TASK STATEMENT:
Until the last line is reached, keep transcribing the material exactly.

******

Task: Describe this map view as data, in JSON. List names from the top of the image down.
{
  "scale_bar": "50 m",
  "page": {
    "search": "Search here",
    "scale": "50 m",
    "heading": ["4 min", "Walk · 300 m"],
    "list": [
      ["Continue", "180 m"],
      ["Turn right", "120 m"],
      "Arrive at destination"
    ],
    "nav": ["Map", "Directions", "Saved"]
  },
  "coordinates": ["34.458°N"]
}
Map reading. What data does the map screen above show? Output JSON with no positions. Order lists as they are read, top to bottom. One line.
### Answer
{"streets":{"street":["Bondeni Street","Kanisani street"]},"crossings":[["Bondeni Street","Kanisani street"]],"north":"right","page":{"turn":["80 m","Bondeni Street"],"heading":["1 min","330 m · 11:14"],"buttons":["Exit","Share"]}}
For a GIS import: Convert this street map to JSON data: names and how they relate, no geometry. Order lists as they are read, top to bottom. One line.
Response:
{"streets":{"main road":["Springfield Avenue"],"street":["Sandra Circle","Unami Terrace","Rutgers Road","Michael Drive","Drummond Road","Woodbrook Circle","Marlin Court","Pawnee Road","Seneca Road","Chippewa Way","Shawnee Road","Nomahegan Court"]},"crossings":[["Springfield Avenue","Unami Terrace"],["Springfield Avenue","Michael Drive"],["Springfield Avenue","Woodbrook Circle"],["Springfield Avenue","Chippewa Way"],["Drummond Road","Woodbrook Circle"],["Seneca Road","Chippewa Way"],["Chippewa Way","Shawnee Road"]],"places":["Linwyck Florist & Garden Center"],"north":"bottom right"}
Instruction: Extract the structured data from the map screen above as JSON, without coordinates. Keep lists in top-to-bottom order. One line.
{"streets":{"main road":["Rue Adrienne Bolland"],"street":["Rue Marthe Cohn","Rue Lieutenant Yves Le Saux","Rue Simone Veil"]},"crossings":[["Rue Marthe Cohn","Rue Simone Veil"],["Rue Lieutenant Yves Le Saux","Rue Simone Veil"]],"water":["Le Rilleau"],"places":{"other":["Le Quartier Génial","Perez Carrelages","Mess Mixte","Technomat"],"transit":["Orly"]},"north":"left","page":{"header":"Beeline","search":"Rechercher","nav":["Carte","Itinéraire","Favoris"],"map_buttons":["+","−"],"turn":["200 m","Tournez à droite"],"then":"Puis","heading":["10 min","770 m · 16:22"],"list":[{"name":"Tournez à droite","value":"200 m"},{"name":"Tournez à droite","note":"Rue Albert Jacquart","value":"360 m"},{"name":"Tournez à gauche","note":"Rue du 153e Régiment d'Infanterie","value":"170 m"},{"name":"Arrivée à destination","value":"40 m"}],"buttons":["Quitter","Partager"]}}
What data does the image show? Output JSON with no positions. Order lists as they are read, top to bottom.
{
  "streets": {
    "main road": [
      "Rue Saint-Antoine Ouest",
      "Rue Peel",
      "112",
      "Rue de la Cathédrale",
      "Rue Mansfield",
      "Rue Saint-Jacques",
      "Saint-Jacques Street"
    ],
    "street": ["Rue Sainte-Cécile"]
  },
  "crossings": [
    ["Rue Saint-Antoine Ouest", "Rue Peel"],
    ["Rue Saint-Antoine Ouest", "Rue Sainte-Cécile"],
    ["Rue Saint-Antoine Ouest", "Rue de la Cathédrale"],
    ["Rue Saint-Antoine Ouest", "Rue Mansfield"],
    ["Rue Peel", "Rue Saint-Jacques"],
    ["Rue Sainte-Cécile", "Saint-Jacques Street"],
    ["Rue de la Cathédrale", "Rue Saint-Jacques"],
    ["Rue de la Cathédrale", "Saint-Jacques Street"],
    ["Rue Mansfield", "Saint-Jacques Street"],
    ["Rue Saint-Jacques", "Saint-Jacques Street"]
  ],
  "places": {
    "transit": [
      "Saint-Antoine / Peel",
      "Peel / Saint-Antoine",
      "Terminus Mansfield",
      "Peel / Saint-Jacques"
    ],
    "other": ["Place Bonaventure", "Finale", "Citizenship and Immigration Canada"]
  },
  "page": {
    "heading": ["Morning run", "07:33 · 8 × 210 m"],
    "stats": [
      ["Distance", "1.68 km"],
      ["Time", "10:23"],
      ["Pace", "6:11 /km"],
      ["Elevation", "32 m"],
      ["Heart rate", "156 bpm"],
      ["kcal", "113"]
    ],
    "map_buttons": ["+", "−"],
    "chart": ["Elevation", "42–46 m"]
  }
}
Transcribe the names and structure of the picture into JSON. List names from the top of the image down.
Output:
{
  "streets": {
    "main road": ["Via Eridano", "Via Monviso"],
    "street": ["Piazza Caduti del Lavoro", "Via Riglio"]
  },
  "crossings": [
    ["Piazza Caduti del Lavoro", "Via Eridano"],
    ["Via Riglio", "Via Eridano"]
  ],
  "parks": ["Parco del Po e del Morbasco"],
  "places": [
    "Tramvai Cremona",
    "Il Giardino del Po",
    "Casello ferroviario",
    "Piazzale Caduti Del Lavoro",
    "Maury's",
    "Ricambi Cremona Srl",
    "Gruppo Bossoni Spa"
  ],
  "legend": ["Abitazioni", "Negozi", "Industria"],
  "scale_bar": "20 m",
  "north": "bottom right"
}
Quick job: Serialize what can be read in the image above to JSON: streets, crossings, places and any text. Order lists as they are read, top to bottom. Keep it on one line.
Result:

******

WRITTEN ANSWER:
Task: Describe this map view as data, in JSON. List names from the top of the image down.
{
  "scale_bar": "50 m",
  "page": {
    "search": "Search here",
    "scale": "50 m",
    "heading": ["4 min", "Walk · 300 m"],
    "list": [
      ["Continue", "180 m"],
      ["Turn right", "120 m"],
      "Arrive at destination"
    ],
    "nav": ["Map", "Directions", "Saved"]
  },
  "coordinates": ["34.458°N"]
}
Map reading. What data does the map screen above show? Output JSON with no positions. Order lists as they are read, top to bottom. One line.
### Answer
{"streets":{"street":["Bondeni Street","Kanisani street"]},"crossings":[["Bondeni Street","Kanisani street"]],"north":"right","page":{"turn":["80 m","Bondeni Street"],"heading":["1 min","330 m · 11:14"],"buttons":["Exit","Share"]}}
For a GIS import: Convert this street map to JSON data: names and how they relate, no geometry. Order lists as they are read, top to bottom. One line.
Response:
{"streets":{"main road":["Springfield Avenue"],"street":["Sandra Circle","Unami Terrace","Rutgers Road","Michael Drive","Drummond Road","Woodbrook Circle","Marlin Court","Pawnee Road","Seneca Road","Chippewa Way","Shawnee Road","Nomahegan Court"]},"crossings":[["Springfield Avenue","Unami Terrace"],["Springfield Avenue","Michael Drive"],["Springfield Avenue","Woodbrook Circle"],["Springfield Avenue","Chippewa Way"],["Drummond Road","Woodbrook Circle"],["Seneca Road","Chippewa Way"],["Chippewa Way","Shawnee Road"]],"places":["Linwyck Florist & Garden Center"],"north":"bottom right"}
Instruction: Extract the structured data from the map screen above as JSON, without coordinates. Keep lists in top-to-bottom order. One line.
{"streets":{"main road":["Rue Adrienne Bolland"],"street":["Rue Marthe Cohn","Rue Lieutenant Yves Le Saux","Rue Simone Veil"]},"crossings":[["Rue Marthe Cohn","Rue Simone Veil"],["Rue Lieutenant Yves Le Saux","Rue Simone Veil"]],"water":["Le Rilleau"],"places":{"other":["Le Quartier Génial","Perez Carrelages","Mess Mixte","Technomat"],"transit":["Orly"]},"north":"left","page":{"header":"Beeline","search":"Rechercher","nav":["Carte","Itinéraire","Favoris"],"map_buttons":["+","−"],"turn":["200 m","Tournez à droite"],"then":"Puis","heading":["10 min","770 m · 16:22"],"list":[{"name":"Tournez à droite","value":"200 m"},{"name":"Tournez à droite","note":"Rue Albert Jacquart","value":"360 m"},{"name":"Tournez à gauche","note":"Rue du 153e Régiment d'Infanterie","value":"170 m"},{"name":"Arrivée à destination","value":"40 m"}],"buttons":["Quitter","Partager"]}}
What data does the image show? Output JSON with no positions. Order lists as they are read, top to bottom.
{
  "streets": {
    "main road": [
      "Rue Saint-Antoine Ouest",
      "Rue Peel",
      "112",
      "Rue de la Cathédrale",
      "Rue Mansfield",
      "Rue Saint-Jacques",
      "Saint-Jacques Street"
    ],
    "street": ["Rue Sainte-Cécile"]
  },
  "crossings": [
    ["Rue Saint-Antoine Ouest", "Rue Peel"],
    ["Rue Saint-Antoine Ouest", "Rue Sainte-Cécile"],
    ["Rue Saint-Antoine Ouest", "Rue de la Cathédrale"],
    ["Rue Saint-Antoine Ouest", "Rue Mansfield"],
    ["Rue Peel", "Rue Saint-Jacques"],
    ["Rue Sainte-Cécile", "Saint-Jacques Street"],
    ["Rue de la Cathédrale", "Rue Saint-Jacques"],
    ["Rue de la Cathédrale", "Saint-Jacques Street"],
    ["Rue Mansfield", "Saint-Jacques Street"],
    ["Rue Saint-Jacques", "Saint-Jacques Street"]
  ],
  "places": {
    "transit": [
      "Saint-Antoine / Peel",
      "Peel / Saint-Antoine",
      "Terminus Mansfield",
      "Peel / Saint-Jacques"
    ],
    "other": ["Place Bonaventure", "Finale", "Citizenship and Immigration Canada"]
  },
  "page": {
    "heading": ["Morning run", "07:33 · 8 × 210 m"],
    "stats": [
      ["Distance", "1.68 km"],
      ["Time", "10:23"],
      ["Pace", "6:11 /km"],
      ["Elevation", "32 m"],
      ["Heart rate", "156 bpm"],
      ["kcal", "113"]
    ],
    "map_buttons": ["+", "−"],
    "chart": ["Elevation", "42–46 m"]
  }
}
Transcribe the names and structure of the picture into JSON. List names from the top of the image down.
Output:
{
  "streets": {
    "main road": ["Via Eridano", "Via Monviso"],
    "street": ["Piazza Caduti del Lavoro", "Via Riglio"]
  },
  "crossings": [
    ["Piazza Caduti del Lavoro", "Via Eridano"],
    ["Via Riglio", "Via Eridano"]
  ],
  "parks": ["Parco del Po e del Morbasco"],
  "places": [
    "Tramvai Cremona",
    "Il Giardino del Po",
    "Casello ferroviario",
    "Piazzale Caduti Del Lavoro",
    "Maury's",
    "Ricambi Cremona Srl",
    "Gruppo Bossoni Spa"
  ],
  "legend": ["Abitazioni", "Negozi", "Industria"],
  "scale_bar": "20 m",
  "north": "bottom right"
}
Quick job: Serialize what can be read in the image above to JSON: streets, crossings, places and any text. Order lists as they are read, top to bottom. Keep it on one line.
Result:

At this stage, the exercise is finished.